The brand that has essentially taken over the "approachable luxury" segment of menswear was actually founded by a guy named Chris Knott. Back in 2001, Knott was working as a clothing representative. He had a vision for a single, high-quality cashmere sweater, but he needed a name that sounded established, sophisticated, and perhaps a bit Scottish.

He found it in his mother’s closet. Or, more accurately, on a gift she gave him: a vintage lawn bowling ball from the early 20th century. Inscribed on that antique ball was the name "Peter Millar." Knott liked the way it rolled off the tongue. It felt like an "emblem of an era," as early company taglines put it—a name that suggested a worldly, honest, and unflappable gentleman.

The Garage Start-Up That Hits Different

It sounds like a cliché, but Peter Millar literally started in a garage in Raleigh, North Carolina. Knott wasn’t trying to build a global conglomerate at first; he just wanted to fix the things that annoyed him about men's clothing.

For instance, why do dress shirts come with those tiny, sharp pins that prick your fingers? Knott decided Peter Millar would use stainless steel clips instead.
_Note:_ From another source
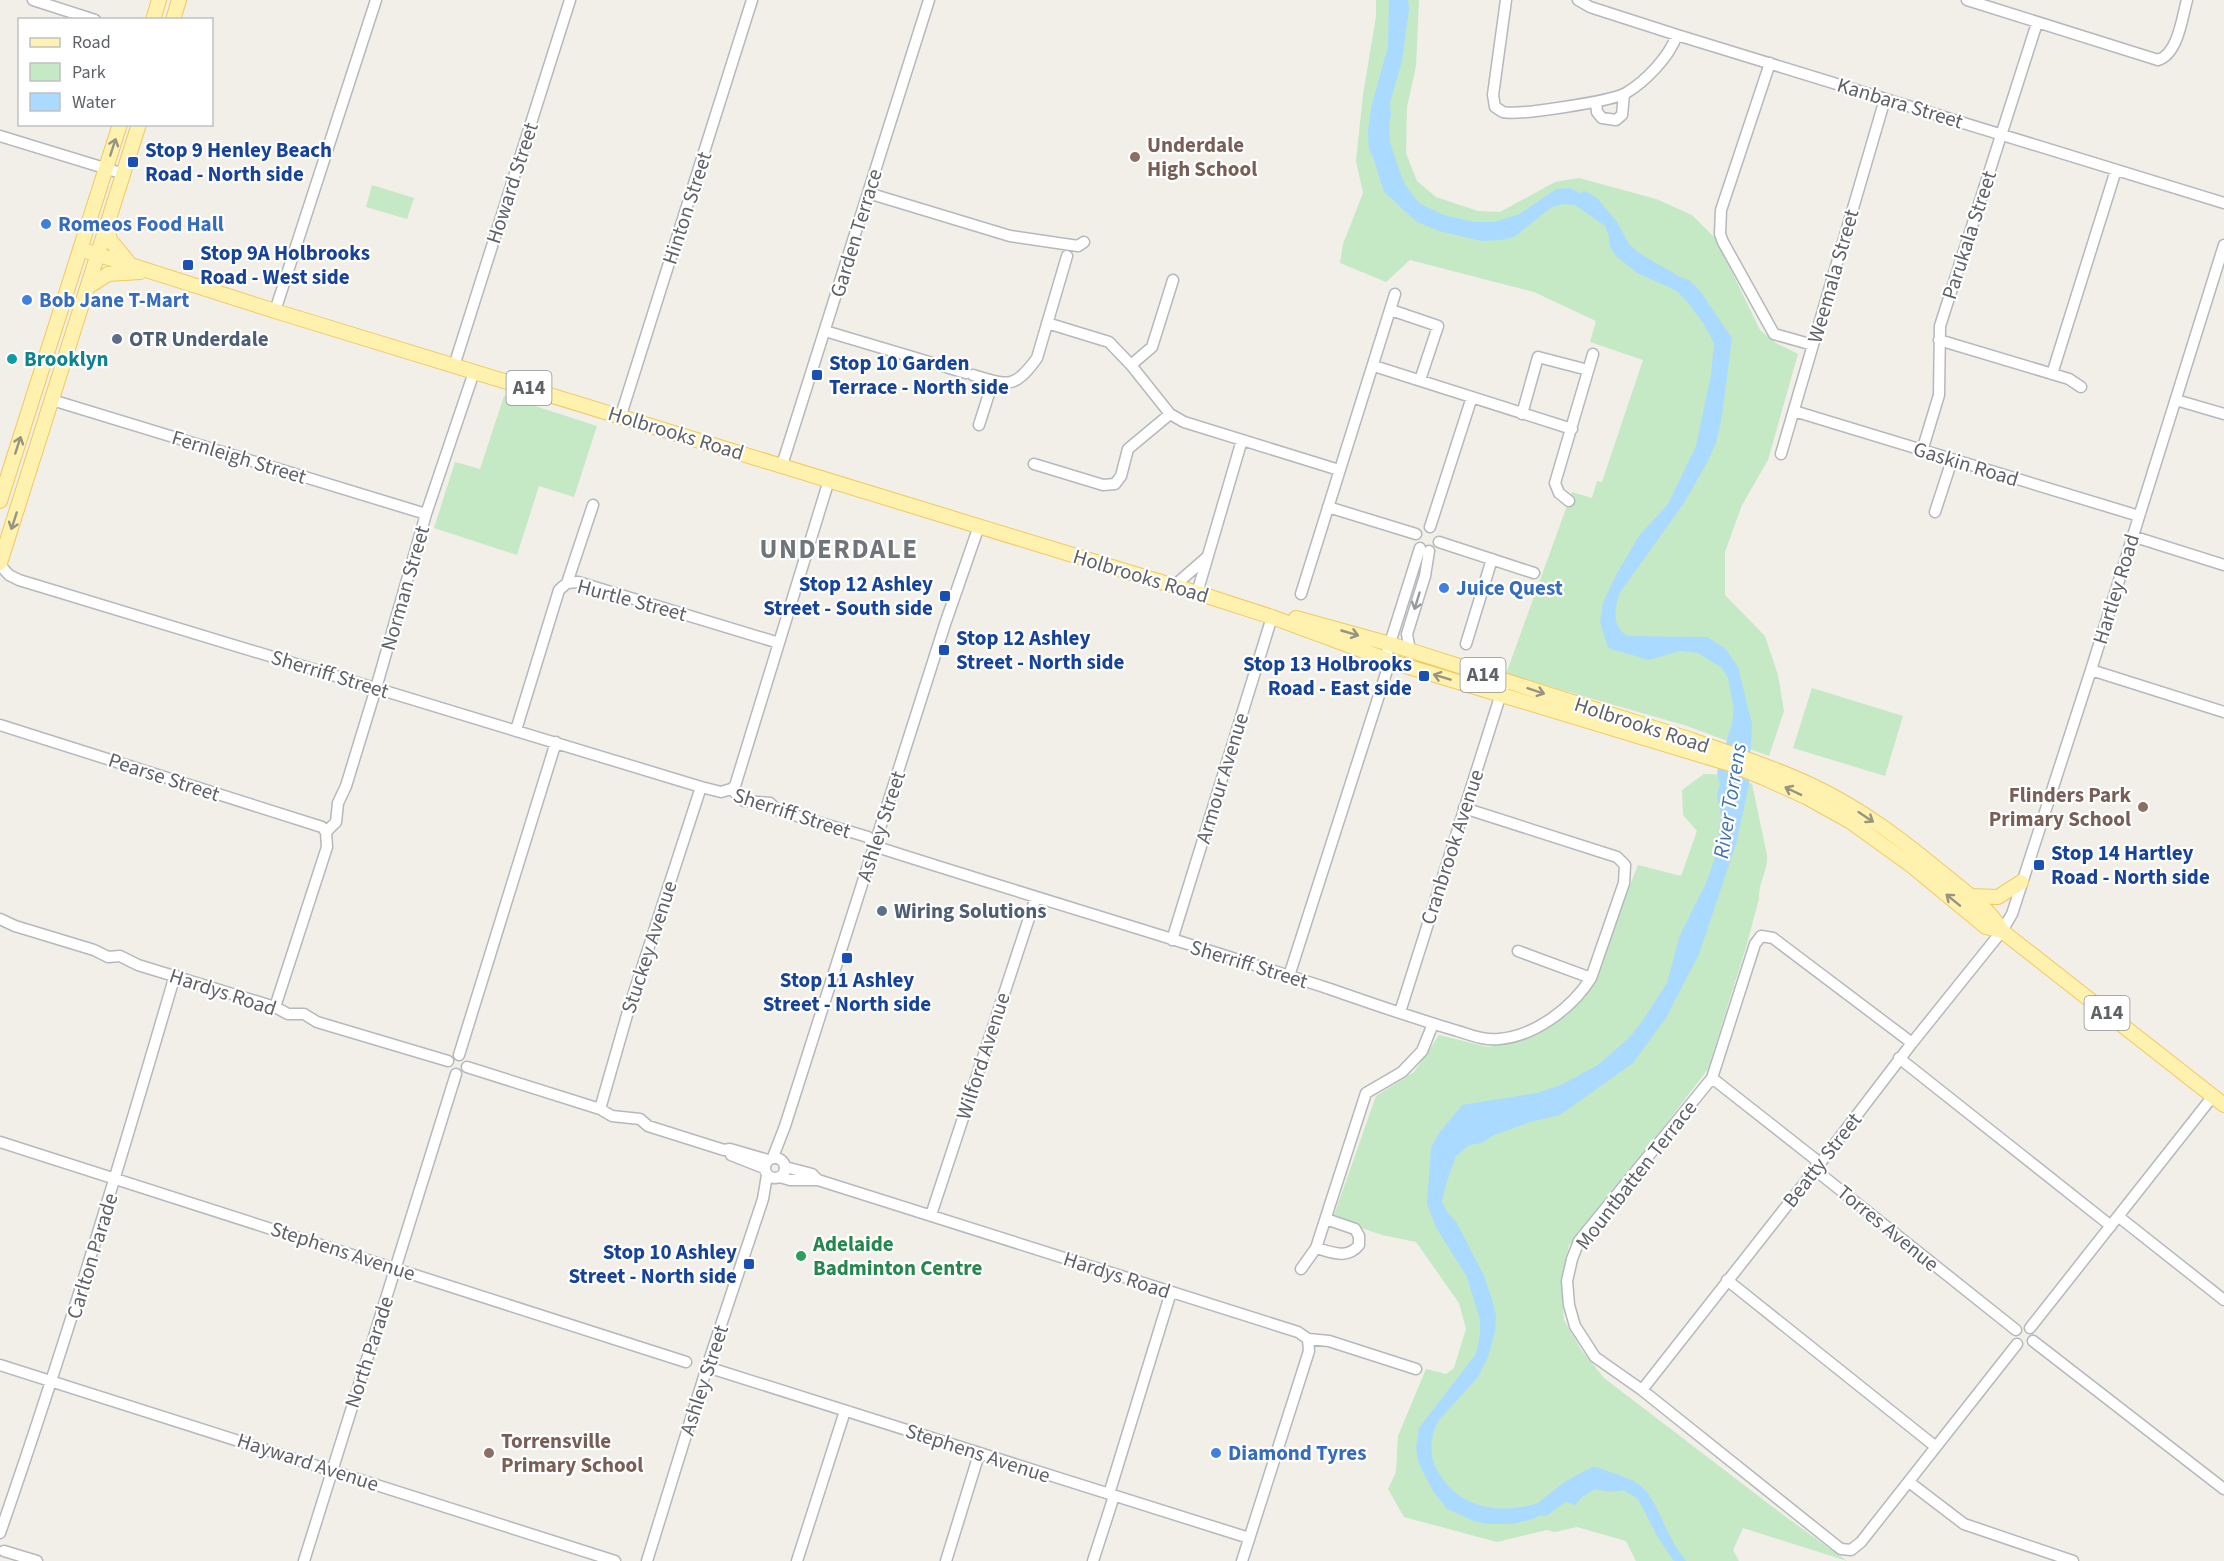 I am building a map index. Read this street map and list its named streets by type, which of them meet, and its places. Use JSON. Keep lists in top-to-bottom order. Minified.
{"streets":{"main road":["A14","Holbrooks Road"],"street":["Kanbara Street","Howard Street","Hinton Street","Garden Terrace","Parukala Street","Weemala Street","Fernleigh Street","Gaskin Road","Norman Street","Hartley Road","Hurtle Street","Sherriff Street","Pearse Street","Armour Avenue","Ashley Street","Cranbrook Avenue","Stuckey Avenue","Hardys Road","Wilford Avenue","Beatty Street","Mountbatten Terrace","Torres Avenue","Stephens Avenue","Carlton Parade","North Parade","Hayward Avenue"]},"crossings":[["Kanbara Street","Parukala Street"],["Kanbara Street","Weemala Street"],["Howard Street","Holbrooks Road"],["Hinton Street","Holbrooks Road"],["Garden Terrace","Holbrooks Road"],["Parukala Street","Gaskin Road"],["Weemala Street","Gaskin Road"],["A14","Holbrooks Road"],["Holbrooks Road","Norman Street"],["Holbrooks Road","Hartley Road"],["Holbrooks Road","Armour Avenue"],["Holbrooks Road","Ashley Street"],["Holbrooks Road","Cranbrook Avenue"],["Holbrooks Road","Beatty Street"],["Fernleigh Street","Norman Street"],["Gaskin Road","Hartley Road"],["Norman Street","Sherriff Street"],["Norman Street","Pearse Street"],["Norman Street","Hardys Road"],["Hartley Road","Beatty Street"],["Hurtle Street","Sherriff Street"],["Sherriff Street","Armour Avenue"],["Sherriff Street","Ashley Street"],["Sherriff Street","Cranbrook Avenue"],["Sherriff Street","Stuckey Avenue"],["Sherriff Street","Wilford Avenue"],["Ashley Street","Hardys Road"],["Ashley Street","Stephens Avenue"],["Stuckey Avenue","Hardys Road"],["Hardys Road","Wilford Avenue"],["Hardys Road","Carlton Parade"],["Hardys Road","North Parade"],["Beatty Street","Mountbatten Terrace"],["Beatty Street","Torres Avenue"],["Mountbatten Terrace","Torres Avenue"],["Stephens Avenue","Carlton Parade"],["Stephens Avenue","North Parade"],["Carlton Parade","Hayward Avenue"],["North Parade","Hayward Avenue"]],"districts":["UNDERDALE"],"water":["River Torrens"],"places":{"other":["Underdale High School","Romeos Food Hall","Bob Jane T-Mart","OTR Underdale","Brooklyn","Juice Quest","Flinders Park Primary School","Wiring Solutions","Adelaide Badminton Centre","Torrensville Primary School","Diamond Tyres"],"transit":["Stop 9 Henley Beach Road - North side","Stop 9A Holbrooks Road - West side","Stop 10 Garden Terrace - North side","Stop 12 Ashley Street - South side","Stop 12 Ashley Street - North side","Stop 13 Holbrooks Road - East side","Stop 14 Hartley Road - North side","Stop 11 Ashley Street - North side","Stop 10 Ashley Street - North side"]},"legend":["Road","Park","Water"]}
Why are boxer labels itchy? He sewed them on the outside of the leg. These are the kind of "guy-brained" details that built a cult following before the brand ever hit a major department store.

By 2005, the brand was pulling in around $10 million, which is respectable but tiny in the fashion world. That’s when things got serious. Scott Mahoney, a former executive at Polo Ralph Lauren, saw the potential and teamed up with the Sea Island Company to buy into the brand.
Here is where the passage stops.